[SUPPLIED ENTRIES — start]

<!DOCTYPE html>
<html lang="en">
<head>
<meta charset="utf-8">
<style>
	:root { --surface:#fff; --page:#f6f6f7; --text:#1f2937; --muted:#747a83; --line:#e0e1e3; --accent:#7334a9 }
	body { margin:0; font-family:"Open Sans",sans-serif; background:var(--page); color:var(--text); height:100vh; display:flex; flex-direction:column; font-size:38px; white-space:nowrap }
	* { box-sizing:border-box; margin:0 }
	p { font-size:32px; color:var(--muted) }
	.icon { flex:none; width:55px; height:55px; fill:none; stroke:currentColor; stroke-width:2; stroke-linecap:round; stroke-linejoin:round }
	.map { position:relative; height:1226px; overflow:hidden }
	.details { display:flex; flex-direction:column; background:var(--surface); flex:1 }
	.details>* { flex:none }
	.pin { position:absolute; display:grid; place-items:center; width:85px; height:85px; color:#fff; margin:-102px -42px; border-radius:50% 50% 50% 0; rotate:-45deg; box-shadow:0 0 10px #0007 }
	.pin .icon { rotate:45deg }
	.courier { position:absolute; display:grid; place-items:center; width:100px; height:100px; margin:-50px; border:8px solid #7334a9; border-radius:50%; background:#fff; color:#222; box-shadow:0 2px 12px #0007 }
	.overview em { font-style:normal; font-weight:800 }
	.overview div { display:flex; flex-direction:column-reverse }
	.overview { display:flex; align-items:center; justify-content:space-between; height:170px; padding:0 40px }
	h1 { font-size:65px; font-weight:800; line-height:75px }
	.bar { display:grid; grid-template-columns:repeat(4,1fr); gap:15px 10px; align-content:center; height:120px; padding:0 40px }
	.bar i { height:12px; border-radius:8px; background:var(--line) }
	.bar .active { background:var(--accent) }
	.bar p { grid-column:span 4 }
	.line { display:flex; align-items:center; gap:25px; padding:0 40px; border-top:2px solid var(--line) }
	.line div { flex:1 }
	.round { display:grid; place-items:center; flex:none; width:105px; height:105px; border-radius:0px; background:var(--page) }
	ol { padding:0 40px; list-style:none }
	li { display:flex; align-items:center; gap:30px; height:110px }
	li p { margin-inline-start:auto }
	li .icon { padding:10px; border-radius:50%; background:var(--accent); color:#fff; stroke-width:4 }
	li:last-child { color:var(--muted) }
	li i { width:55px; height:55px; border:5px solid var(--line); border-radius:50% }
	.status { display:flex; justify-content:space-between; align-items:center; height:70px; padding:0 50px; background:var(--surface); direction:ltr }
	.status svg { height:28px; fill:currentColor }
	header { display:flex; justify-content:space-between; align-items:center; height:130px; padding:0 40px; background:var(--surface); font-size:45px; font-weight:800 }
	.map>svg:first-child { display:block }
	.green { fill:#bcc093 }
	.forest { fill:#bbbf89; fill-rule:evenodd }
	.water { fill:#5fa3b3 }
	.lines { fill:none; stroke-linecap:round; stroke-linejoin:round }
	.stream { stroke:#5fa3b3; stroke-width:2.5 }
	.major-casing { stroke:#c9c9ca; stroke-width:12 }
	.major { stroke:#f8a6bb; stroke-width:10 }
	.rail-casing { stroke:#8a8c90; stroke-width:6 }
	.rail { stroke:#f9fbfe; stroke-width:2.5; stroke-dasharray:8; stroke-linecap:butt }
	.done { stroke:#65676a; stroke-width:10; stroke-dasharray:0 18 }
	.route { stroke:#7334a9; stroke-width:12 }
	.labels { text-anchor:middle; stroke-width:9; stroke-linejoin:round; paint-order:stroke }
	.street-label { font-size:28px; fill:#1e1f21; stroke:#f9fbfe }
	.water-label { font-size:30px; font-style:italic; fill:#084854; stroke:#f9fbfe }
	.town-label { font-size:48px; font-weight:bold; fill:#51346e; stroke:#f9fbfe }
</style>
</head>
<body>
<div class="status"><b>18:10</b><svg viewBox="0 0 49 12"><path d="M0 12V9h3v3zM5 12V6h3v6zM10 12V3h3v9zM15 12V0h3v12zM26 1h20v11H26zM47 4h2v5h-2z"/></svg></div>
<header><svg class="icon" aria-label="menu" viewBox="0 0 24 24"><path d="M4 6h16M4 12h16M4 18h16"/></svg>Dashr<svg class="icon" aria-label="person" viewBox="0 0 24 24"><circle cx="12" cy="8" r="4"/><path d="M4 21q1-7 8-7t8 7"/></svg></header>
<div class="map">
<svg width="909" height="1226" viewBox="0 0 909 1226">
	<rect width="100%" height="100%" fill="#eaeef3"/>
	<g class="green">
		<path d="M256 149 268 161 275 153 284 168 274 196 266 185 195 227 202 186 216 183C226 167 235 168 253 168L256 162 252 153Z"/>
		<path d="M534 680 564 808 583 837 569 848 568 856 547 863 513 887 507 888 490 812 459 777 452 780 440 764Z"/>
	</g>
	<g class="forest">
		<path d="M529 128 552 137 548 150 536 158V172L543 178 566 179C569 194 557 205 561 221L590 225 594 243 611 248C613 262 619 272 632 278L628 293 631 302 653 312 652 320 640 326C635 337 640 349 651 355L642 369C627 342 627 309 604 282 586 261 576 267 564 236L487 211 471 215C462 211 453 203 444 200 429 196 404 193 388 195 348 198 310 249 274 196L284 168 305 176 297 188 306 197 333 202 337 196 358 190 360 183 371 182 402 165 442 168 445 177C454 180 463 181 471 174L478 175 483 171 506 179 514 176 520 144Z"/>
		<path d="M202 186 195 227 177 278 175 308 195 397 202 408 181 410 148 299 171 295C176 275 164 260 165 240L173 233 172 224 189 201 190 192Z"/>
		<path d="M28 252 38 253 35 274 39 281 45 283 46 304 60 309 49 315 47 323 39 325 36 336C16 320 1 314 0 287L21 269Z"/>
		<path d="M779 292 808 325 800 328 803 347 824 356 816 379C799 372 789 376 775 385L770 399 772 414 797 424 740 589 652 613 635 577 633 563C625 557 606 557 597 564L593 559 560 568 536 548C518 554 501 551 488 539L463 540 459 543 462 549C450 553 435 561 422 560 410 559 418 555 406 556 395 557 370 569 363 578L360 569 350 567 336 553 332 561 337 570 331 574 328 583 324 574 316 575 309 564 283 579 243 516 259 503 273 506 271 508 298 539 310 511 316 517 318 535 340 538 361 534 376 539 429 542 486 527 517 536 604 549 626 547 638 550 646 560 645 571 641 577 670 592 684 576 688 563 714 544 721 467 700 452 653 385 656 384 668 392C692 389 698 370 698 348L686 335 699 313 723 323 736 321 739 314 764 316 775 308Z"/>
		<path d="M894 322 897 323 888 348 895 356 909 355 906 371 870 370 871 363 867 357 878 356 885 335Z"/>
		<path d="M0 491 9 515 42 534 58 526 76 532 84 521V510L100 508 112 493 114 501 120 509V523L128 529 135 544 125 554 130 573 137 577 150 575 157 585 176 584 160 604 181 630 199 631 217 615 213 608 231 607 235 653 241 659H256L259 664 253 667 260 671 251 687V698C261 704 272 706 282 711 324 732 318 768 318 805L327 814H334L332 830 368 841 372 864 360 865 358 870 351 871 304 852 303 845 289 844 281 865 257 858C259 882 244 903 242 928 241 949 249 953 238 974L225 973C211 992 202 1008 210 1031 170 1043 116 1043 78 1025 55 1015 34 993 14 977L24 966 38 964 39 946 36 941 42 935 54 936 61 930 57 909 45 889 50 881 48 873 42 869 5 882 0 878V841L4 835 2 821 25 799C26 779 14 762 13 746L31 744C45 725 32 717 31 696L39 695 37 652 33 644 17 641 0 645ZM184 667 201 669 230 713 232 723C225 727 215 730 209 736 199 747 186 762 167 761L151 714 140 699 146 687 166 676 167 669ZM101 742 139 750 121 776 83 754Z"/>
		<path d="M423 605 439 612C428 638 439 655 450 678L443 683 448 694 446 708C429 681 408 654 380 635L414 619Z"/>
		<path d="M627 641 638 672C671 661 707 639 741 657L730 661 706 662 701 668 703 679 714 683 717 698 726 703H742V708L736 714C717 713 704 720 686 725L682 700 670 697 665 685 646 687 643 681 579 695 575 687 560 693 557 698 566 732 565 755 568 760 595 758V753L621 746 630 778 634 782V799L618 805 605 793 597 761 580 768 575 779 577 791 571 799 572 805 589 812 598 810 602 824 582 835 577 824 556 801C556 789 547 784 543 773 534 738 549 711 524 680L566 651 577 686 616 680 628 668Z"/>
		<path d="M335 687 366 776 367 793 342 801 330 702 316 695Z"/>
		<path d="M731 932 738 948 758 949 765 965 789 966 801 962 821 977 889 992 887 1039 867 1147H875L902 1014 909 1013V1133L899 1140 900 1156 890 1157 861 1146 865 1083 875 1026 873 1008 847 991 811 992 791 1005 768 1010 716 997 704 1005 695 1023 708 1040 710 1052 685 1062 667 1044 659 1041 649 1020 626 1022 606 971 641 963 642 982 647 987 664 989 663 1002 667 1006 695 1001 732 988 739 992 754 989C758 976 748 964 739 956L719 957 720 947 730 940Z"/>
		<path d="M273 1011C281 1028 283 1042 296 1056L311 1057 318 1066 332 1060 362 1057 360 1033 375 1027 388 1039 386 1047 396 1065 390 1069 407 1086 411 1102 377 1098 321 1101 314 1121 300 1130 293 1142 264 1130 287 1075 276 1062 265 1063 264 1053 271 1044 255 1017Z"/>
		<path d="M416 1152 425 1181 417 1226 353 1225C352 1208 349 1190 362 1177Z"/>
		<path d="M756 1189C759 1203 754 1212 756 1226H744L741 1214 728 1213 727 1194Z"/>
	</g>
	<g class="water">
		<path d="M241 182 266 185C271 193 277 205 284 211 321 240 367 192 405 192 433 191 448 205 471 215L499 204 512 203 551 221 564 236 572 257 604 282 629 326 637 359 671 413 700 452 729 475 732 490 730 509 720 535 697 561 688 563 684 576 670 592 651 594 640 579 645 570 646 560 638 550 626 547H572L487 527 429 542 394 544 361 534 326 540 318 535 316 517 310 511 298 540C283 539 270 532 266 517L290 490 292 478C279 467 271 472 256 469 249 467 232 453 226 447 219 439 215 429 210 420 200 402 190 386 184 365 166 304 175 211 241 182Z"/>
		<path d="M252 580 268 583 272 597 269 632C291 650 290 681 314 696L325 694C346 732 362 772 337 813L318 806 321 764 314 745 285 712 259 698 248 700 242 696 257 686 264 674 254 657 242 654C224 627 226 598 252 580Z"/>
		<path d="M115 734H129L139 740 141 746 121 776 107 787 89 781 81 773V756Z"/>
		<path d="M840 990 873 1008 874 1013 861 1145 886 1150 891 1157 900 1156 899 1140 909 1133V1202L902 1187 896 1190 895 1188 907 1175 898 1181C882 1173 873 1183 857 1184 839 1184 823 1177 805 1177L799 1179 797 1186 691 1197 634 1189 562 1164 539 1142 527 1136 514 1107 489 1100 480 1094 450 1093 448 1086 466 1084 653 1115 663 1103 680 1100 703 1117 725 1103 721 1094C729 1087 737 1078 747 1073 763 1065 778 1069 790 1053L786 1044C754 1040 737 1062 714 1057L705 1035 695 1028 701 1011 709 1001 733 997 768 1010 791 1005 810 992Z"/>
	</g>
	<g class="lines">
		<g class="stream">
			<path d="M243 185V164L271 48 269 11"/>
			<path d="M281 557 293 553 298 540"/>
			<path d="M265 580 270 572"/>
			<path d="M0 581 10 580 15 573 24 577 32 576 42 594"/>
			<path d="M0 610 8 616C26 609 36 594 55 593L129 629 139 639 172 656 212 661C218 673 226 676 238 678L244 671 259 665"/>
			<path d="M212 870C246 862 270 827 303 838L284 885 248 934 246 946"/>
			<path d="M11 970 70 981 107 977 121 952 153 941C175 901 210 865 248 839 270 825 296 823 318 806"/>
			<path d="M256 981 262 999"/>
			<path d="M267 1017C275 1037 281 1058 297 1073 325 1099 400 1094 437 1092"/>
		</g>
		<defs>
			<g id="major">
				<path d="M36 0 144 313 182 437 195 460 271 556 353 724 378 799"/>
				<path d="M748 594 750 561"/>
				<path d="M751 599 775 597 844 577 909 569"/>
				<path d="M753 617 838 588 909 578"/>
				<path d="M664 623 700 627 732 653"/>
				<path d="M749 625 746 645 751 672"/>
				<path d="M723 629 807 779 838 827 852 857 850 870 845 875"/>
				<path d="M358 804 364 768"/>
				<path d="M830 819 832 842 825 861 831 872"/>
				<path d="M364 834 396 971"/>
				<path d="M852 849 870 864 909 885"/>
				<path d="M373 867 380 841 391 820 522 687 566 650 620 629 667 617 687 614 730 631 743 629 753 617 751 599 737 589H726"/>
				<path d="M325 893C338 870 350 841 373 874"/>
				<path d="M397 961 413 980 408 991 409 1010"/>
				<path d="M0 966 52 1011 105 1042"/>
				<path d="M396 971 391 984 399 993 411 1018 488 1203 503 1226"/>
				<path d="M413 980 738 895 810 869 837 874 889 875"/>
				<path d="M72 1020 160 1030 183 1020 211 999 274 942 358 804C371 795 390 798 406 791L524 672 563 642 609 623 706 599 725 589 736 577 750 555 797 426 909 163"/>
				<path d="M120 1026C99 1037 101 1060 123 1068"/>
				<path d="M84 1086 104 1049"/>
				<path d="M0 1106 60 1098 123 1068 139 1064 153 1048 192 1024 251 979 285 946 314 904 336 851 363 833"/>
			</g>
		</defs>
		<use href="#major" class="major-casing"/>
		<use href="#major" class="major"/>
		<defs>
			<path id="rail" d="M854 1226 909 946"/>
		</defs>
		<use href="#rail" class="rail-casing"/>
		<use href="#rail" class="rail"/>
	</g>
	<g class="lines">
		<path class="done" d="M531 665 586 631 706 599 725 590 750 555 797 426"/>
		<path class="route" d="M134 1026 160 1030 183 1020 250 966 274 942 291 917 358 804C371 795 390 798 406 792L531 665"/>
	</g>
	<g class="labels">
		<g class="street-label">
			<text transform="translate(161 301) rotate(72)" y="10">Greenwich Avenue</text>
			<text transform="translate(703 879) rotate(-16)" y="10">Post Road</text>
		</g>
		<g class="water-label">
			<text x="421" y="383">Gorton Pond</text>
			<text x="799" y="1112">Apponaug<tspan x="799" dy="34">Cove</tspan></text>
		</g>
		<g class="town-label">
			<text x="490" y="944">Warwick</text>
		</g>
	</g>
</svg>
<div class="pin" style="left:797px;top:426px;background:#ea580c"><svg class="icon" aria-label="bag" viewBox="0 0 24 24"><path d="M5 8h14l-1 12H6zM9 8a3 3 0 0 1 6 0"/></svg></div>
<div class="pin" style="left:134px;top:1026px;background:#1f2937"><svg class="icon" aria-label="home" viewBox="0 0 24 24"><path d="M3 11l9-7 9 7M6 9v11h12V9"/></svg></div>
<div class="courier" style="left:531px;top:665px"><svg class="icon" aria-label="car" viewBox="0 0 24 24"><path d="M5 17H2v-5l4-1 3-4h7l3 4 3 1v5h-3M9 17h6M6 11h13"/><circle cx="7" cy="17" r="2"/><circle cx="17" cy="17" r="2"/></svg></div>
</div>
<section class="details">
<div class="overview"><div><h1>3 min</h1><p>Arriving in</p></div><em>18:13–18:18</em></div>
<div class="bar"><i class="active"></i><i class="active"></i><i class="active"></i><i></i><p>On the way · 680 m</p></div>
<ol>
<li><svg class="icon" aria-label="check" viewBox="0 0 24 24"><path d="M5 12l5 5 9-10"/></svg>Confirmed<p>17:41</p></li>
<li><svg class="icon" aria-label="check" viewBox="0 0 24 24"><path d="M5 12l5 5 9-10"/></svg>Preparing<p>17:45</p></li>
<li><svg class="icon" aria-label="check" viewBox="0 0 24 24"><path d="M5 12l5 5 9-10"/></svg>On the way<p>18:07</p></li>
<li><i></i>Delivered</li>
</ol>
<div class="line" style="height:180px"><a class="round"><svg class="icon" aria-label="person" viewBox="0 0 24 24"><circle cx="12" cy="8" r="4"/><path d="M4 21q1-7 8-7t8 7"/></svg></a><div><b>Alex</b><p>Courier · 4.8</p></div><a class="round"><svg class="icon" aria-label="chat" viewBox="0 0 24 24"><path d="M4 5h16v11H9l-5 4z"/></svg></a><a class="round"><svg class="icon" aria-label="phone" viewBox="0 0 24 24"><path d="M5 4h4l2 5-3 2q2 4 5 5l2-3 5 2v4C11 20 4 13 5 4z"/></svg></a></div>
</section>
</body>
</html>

[SUPPLIED ENTRIES — finish]

-- DESCRIPTION OF THE TASK --
Return all lines of the data in which the string "check" appears.

-- RESPONSE AREA --
<li><svg class="icon" aria-label="check" viewBox="0 0 24 24"><path d="M5 12l5 5 9-10"/></svg>Confirmed<p>17:41</p></li>
<li><svg class="icon" aria-label="check" viewBox="0 0 24 24"><path d="M5 12l5 5 9-10"/></svg>Preparing<p>17:45</p></li>
<li><svg class="icon" aria-label="check" viewBox="0 0 24 24"><path d="M5 12l5 5 9-10"/></svg>On the way<p>18:07</p></li>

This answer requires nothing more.